→ WORK REQUEST: Across the entries below, determine how many lines include the word "action". State only the resulting number.

→ INFORMATION:
--------------------------------------------------

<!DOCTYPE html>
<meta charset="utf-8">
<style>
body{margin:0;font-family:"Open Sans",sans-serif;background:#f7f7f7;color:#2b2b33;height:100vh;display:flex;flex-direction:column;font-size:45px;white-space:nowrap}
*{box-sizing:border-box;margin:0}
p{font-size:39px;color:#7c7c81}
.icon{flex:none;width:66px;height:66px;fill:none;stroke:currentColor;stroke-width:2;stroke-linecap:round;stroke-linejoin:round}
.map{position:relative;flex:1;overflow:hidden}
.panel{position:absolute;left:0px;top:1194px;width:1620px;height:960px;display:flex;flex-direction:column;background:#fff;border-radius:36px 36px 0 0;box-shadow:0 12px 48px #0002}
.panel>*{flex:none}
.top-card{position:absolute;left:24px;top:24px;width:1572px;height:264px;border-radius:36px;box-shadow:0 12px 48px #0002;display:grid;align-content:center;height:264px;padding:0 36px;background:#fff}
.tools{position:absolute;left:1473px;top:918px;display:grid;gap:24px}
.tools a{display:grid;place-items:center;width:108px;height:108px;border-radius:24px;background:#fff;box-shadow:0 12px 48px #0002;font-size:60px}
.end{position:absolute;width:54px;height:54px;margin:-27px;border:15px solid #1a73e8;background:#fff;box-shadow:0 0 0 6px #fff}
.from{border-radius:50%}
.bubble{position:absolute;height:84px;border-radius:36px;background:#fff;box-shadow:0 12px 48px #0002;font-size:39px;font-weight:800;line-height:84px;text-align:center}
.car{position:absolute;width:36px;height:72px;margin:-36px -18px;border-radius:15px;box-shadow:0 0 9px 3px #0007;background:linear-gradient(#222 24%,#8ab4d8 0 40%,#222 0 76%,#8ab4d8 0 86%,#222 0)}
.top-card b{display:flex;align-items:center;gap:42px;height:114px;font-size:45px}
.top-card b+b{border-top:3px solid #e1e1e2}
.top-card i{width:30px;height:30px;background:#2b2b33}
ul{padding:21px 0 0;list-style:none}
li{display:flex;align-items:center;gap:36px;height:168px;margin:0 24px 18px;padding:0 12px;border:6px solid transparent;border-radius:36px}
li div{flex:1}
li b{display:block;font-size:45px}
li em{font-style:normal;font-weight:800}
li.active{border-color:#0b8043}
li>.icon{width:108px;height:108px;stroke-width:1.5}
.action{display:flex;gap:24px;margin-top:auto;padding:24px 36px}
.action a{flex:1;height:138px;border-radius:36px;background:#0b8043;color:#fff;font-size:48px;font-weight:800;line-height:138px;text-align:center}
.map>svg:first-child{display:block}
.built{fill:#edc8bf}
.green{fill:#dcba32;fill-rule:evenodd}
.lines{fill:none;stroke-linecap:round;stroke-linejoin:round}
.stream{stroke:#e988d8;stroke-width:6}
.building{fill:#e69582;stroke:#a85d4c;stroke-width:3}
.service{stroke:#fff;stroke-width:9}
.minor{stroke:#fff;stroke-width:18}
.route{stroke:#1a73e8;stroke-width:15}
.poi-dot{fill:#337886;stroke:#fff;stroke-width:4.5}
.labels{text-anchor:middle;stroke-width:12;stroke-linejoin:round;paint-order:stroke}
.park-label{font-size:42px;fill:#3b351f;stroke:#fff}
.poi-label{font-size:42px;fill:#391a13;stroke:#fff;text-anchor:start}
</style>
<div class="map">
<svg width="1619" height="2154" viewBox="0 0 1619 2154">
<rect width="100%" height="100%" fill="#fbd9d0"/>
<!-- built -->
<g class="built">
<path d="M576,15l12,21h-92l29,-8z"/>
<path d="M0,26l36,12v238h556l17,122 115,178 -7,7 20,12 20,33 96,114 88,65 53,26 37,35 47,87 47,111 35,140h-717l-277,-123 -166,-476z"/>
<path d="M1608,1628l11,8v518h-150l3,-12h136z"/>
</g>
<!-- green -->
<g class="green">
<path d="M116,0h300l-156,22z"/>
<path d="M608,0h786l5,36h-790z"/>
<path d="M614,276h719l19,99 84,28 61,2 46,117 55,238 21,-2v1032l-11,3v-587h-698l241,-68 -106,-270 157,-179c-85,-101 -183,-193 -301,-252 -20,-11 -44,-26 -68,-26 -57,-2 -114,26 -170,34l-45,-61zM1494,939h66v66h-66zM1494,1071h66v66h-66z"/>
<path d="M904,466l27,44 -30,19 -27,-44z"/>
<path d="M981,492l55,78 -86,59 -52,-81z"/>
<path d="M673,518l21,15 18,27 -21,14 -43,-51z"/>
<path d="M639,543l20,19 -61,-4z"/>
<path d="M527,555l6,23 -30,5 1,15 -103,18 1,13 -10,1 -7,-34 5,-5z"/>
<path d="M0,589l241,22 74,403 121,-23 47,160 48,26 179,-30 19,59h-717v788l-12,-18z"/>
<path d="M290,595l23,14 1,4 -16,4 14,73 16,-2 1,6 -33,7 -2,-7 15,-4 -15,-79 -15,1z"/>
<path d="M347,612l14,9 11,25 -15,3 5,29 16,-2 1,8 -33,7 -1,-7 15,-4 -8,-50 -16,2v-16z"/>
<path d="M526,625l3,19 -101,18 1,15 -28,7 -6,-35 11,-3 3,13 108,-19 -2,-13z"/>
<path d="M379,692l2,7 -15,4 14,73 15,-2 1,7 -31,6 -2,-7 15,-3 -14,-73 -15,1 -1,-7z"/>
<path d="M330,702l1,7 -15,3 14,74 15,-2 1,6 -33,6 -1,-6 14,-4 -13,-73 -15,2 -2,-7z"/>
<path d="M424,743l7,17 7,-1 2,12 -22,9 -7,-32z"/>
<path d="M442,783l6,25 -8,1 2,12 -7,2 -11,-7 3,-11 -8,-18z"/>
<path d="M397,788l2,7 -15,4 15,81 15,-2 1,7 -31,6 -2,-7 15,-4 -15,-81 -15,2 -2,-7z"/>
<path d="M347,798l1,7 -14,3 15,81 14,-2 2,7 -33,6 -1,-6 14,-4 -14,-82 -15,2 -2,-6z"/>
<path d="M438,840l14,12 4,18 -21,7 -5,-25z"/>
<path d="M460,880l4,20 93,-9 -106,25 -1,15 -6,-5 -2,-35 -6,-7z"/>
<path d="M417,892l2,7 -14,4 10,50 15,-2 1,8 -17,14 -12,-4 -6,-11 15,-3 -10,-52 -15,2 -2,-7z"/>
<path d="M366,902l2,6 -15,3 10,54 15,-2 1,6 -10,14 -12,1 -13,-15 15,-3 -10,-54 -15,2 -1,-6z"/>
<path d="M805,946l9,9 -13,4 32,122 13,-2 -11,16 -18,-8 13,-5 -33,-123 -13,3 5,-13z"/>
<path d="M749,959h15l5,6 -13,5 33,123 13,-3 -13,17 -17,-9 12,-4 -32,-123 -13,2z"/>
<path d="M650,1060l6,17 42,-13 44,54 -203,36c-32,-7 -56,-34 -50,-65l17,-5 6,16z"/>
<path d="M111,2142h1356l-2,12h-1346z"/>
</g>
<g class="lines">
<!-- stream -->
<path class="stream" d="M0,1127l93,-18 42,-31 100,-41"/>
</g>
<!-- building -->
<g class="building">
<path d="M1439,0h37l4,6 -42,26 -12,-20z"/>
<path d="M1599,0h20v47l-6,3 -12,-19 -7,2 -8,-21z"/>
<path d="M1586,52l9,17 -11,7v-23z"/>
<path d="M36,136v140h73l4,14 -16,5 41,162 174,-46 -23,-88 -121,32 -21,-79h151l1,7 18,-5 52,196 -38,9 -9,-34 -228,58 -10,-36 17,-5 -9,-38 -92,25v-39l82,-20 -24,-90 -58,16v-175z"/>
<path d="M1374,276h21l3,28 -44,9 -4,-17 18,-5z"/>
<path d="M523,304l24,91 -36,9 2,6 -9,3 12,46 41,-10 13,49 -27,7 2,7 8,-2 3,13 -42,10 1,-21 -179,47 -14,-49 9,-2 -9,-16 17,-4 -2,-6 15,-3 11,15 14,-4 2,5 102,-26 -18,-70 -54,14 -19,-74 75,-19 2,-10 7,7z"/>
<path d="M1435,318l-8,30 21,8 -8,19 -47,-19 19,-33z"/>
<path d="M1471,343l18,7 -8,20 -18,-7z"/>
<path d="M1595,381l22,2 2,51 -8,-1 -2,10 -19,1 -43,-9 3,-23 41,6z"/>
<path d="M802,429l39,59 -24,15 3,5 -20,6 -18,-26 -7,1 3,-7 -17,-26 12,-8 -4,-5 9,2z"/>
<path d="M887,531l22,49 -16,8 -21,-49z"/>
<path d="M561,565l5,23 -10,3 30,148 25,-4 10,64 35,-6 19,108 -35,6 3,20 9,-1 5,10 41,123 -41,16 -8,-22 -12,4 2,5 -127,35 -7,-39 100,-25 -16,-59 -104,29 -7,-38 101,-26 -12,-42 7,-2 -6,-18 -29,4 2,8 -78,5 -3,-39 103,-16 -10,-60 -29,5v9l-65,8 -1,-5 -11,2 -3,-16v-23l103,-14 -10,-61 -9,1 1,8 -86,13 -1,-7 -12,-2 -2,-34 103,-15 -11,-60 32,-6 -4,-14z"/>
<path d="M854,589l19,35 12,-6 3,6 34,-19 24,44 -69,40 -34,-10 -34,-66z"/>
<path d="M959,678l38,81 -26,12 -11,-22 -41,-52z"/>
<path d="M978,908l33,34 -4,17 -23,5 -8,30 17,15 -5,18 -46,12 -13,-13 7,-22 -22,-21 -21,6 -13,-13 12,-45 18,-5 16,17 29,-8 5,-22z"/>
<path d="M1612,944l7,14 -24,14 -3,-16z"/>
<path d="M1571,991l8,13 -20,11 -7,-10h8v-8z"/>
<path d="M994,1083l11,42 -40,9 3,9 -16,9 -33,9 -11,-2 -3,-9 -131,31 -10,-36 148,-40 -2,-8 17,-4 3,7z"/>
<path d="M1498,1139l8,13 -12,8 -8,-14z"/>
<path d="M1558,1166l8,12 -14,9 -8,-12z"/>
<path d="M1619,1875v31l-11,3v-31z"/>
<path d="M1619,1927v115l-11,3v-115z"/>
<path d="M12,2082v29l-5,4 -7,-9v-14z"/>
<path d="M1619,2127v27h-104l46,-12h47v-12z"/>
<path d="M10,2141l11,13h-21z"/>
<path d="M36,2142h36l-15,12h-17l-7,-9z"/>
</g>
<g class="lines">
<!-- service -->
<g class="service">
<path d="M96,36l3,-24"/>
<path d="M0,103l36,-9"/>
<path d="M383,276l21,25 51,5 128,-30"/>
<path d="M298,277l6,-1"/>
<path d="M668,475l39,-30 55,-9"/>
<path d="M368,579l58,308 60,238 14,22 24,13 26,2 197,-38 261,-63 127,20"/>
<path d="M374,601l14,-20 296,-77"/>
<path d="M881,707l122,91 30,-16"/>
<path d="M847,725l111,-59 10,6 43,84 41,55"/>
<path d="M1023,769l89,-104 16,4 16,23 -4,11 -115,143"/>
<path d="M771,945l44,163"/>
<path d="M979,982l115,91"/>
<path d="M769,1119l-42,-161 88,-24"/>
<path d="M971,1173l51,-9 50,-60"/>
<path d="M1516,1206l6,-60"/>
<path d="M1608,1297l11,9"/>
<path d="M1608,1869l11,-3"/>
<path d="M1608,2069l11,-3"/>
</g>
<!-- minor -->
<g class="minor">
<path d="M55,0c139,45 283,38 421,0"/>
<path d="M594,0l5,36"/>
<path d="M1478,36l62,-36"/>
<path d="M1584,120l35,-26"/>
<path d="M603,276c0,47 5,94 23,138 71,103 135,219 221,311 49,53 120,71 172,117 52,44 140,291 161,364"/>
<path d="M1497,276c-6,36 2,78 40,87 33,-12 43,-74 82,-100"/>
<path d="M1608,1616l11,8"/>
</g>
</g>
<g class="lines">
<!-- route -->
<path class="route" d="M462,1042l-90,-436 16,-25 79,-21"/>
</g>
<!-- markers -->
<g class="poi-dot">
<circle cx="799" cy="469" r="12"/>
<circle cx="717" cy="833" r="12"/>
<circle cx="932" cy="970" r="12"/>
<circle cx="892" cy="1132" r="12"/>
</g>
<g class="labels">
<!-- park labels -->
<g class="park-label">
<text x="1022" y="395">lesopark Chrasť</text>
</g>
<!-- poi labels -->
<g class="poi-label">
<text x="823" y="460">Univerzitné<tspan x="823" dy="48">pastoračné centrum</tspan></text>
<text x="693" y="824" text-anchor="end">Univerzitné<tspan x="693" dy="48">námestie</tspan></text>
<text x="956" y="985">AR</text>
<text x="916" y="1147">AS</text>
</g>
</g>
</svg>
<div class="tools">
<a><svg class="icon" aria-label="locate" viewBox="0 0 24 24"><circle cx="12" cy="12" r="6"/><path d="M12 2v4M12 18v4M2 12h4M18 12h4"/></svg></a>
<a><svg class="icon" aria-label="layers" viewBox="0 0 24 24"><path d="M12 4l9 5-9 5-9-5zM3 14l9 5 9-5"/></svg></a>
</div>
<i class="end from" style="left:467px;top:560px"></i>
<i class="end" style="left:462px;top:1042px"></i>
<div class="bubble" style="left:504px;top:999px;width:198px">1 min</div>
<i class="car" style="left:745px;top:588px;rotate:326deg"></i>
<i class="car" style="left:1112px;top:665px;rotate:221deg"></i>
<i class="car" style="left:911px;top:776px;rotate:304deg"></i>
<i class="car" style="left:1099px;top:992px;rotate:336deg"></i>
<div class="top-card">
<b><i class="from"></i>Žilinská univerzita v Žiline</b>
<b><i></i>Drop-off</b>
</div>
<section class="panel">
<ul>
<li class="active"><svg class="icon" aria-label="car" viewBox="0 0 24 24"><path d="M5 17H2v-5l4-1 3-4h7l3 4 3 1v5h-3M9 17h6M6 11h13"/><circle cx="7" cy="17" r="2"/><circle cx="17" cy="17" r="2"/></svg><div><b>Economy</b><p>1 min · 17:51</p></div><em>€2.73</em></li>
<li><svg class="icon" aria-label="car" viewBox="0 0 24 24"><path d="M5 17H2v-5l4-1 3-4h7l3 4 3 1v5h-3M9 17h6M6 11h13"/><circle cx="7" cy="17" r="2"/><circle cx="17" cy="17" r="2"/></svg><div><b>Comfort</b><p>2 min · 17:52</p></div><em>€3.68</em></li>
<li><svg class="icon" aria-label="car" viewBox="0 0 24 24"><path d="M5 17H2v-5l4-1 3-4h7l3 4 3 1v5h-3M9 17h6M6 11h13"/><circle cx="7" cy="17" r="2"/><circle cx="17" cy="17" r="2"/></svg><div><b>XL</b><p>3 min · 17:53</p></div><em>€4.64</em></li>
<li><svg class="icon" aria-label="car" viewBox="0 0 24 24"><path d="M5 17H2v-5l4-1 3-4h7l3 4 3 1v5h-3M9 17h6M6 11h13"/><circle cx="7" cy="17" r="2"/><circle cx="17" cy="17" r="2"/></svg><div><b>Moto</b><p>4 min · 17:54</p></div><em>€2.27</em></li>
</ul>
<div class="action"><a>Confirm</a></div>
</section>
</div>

--------------------------------------------------

→ RESPONSE TO THE TASK: 3